Recommandations pratiques pour les agences françaises : par où commencer ?
Face à ces évolutions, les agences de référencement françaises doivent adopter une posture d’adaptation continue plutôt que de réaction ponctuelle. Voici les priorités opérationnelles à intégrer dès maintenant dans les stratégies clients. Premièrement, conduire un audit de contenu approfondi pour identifier les pages affectées par les récentes mises à jour : baisse de trafic, chute de positions, désindexation partielle. Des outils comme Google Search Console, Semrush ou Ahrefs permettent d’objectiver rapidement l’impact et de prioriser les actions correctives.
Deuxièmement, investir dans la montée en expertise des équipes rédactionnelles.

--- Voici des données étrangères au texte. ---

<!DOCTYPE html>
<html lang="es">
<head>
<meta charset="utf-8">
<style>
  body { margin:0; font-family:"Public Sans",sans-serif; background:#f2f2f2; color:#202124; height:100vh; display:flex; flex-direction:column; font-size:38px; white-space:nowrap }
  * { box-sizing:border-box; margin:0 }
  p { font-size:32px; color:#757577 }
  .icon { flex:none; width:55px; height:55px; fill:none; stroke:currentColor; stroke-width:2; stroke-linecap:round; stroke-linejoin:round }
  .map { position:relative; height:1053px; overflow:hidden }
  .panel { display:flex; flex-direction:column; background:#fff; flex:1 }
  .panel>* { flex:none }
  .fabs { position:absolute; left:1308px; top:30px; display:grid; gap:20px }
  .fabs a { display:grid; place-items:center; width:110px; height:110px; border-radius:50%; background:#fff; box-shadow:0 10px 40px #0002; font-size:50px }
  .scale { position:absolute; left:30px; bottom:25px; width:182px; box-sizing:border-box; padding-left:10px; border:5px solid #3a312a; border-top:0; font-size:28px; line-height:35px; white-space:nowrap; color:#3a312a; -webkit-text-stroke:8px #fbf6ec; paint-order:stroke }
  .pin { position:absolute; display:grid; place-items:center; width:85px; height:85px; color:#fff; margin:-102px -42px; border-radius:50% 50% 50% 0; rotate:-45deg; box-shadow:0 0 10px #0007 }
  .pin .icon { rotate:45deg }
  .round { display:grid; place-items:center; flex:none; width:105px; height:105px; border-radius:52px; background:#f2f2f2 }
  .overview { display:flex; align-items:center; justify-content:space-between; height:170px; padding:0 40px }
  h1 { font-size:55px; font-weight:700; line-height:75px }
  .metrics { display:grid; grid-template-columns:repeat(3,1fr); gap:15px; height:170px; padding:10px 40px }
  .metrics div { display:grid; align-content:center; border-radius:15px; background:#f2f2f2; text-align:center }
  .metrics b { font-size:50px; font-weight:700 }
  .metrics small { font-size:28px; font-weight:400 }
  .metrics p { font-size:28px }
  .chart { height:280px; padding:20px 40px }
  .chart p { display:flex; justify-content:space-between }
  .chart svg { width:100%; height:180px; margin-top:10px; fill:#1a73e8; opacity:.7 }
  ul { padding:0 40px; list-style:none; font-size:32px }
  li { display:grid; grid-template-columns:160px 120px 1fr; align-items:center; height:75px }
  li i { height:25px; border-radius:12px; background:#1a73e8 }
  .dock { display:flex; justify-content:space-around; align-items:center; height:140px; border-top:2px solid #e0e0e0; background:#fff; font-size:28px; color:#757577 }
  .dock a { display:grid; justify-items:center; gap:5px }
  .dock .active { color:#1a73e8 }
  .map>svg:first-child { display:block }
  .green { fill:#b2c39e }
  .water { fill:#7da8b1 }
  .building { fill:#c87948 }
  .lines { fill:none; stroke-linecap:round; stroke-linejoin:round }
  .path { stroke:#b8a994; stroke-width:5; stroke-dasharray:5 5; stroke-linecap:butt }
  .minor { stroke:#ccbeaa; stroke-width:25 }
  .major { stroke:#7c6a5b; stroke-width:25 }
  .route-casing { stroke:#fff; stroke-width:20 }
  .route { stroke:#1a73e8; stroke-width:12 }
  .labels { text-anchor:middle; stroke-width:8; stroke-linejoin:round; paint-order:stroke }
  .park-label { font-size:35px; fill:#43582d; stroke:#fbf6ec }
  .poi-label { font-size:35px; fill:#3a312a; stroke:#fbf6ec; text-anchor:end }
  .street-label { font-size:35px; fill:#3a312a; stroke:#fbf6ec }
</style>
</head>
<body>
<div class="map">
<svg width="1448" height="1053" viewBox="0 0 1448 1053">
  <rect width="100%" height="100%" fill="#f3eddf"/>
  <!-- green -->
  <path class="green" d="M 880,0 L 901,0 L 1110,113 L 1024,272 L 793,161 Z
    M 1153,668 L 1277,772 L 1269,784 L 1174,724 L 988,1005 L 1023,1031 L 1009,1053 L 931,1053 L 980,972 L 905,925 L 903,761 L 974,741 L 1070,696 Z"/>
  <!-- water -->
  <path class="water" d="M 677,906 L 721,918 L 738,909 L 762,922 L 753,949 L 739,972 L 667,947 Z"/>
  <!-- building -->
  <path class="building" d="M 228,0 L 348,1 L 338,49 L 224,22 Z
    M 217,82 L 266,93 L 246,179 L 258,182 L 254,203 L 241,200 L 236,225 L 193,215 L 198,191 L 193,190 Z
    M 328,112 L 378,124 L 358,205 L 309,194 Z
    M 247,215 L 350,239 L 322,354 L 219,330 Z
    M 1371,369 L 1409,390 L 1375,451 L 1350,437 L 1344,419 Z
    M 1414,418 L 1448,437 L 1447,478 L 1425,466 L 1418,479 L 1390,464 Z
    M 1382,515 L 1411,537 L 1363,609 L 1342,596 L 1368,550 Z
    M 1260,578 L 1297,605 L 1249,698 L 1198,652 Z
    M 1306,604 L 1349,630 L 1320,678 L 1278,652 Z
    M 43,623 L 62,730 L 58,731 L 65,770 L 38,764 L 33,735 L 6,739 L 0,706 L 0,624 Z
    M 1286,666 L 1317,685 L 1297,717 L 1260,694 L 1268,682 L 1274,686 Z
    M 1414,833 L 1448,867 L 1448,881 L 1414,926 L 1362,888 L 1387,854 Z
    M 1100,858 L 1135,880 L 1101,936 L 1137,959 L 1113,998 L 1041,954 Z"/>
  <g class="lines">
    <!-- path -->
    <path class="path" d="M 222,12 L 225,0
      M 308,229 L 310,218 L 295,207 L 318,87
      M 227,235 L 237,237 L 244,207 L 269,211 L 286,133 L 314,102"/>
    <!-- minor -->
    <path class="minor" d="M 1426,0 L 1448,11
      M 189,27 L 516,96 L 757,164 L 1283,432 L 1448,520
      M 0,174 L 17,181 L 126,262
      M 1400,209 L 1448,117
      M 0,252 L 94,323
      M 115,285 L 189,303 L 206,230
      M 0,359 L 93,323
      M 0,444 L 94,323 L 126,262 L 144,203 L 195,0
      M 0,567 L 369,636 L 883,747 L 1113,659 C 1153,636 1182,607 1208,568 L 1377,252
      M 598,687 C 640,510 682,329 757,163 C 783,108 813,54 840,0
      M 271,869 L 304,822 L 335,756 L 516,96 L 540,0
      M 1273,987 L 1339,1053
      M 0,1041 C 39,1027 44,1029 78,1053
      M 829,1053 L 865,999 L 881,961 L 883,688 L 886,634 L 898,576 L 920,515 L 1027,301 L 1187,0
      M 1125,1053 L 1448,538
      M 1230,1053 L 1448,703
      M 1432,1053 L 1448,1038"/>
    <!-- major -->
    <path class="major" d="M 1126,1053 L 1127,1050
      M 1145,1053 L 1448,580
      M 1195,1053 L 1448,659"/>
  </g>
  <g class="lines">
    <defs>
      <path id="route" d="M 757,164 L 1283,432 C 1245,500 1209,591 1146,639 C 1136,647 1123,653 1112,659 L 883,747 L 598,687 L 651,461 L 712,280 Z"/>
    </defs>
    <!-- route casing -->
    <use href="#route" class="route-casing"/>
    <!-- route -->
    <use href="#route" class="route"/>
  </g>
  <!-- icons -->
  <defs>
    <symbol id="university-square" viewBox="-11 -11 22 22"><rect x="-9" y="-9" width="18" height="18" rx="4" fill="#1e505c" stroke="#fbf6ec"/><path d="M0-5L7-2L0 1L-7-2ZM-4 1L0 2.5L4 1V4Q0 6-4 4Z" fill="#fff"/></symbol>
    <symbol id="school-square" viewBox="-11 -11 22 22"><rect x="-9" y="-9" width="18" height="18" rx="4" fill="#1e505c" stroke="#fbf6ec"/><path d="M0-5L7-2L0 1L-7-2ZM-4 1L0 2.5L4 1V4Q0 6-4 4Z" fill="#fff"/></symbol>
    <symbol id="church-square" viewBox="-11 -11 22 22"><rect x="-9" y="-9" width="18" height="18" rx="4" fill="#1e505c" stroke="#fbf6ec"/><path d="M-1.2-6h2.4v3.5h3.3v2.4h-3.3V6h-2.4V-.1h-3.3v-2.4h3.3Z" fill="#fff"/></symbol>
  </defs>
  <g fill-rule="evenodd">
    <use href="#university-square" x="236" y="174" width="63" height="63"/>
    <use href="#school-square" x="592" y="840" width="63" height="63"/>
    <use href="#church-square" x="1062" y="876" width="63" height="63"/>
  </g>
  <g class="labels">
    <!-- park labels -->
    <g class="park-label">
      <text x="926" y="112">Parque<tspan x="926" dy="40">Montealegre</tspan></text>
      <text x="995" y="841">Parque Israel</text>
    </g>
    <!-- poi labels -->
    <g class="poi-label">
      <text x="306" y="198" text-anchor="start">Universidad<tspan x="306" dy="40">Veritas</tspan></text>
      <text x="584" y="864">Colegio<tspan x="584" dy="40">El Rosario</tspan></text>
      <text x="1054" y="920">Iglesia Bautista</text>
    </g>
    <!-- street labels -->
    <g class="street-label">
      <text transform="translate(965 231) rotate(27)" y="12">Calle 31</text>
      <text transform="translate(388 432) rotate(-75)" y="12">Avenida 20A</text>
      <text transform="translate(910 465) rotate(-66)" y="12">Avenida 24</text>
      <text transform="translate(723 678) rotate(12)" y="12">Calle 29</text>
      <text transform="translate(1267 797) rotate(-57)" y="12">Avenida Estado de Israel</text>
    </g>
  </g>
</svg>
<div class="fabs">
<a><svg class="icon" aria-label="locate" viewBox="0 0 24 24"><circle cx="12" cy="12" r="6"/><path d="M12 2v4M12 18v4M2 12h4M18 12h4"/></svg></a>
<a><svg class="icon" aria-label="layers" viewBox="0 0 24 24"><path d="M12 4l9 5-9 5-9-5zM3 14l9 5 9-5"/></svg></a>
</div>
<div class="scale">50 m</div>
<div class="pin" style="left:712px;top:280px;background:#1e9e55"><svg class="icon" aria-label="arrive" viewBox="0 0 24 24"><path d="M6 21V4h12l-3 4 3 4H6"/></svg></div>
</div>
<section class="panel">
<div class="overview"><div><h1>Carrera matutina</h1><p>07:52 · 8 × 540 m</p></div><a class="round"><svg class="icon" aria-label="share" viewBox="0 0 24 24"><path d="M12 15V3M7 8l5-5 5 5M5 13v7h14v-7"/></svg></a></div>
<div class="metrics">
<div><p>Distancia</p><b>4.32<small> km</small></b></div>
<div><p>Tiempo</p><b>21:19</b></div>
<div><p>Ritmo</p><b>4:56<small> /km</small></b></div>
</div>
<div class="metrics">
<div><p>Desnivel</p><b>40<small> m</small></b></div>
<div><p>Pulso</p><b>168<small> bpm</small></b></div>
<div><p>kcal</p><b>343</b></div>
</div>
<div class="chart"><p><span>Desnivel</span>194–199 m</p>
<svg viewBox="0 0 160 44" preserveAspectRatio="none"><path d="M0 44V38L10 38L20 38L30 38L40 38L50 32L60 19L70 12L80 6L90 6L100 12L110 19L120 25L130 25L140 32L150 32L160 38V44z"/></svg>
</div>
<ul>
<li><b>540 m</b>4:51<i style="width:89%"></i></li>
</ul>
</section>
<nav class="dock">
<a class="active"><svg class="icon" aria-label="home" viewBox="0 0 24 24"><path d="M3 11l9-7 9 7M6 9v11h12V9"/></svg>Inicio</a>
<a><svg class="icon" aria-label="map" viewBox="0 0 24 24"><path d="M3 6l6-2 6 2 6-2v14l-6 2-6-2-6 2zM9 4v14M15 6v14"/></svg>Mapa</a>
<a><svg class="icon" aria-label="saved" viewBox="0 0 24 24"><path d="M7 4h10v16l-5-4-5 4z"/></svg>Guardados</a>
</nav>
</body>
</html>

Les agences qui peuvent aligner des rédacteurs spécialisés par secteur (santé, finance, droit, technologie) disposent d’un atout majeur pour répondre aux exigences E-E-A-T. Si les ressources internes manquent, des partenariats avec des experts métier pour la validation ou la co-rédaction de contenus constituent une alternative efficace. Troisièmement, anticiper les évolutions liées à l’IA générative dans la recherche en travaillant dès maintenant sur le positionnement des marques comme sources d’autorité citables — une logique qui rappelle les principes du référencement des relations presse et du brand marketing, et qui rapproche le SEO du GEO (Generative Engine Optimization). L’automne 2024 n’est pas une crise pour les agences bien préparées : c’est une opportunité de se différencier.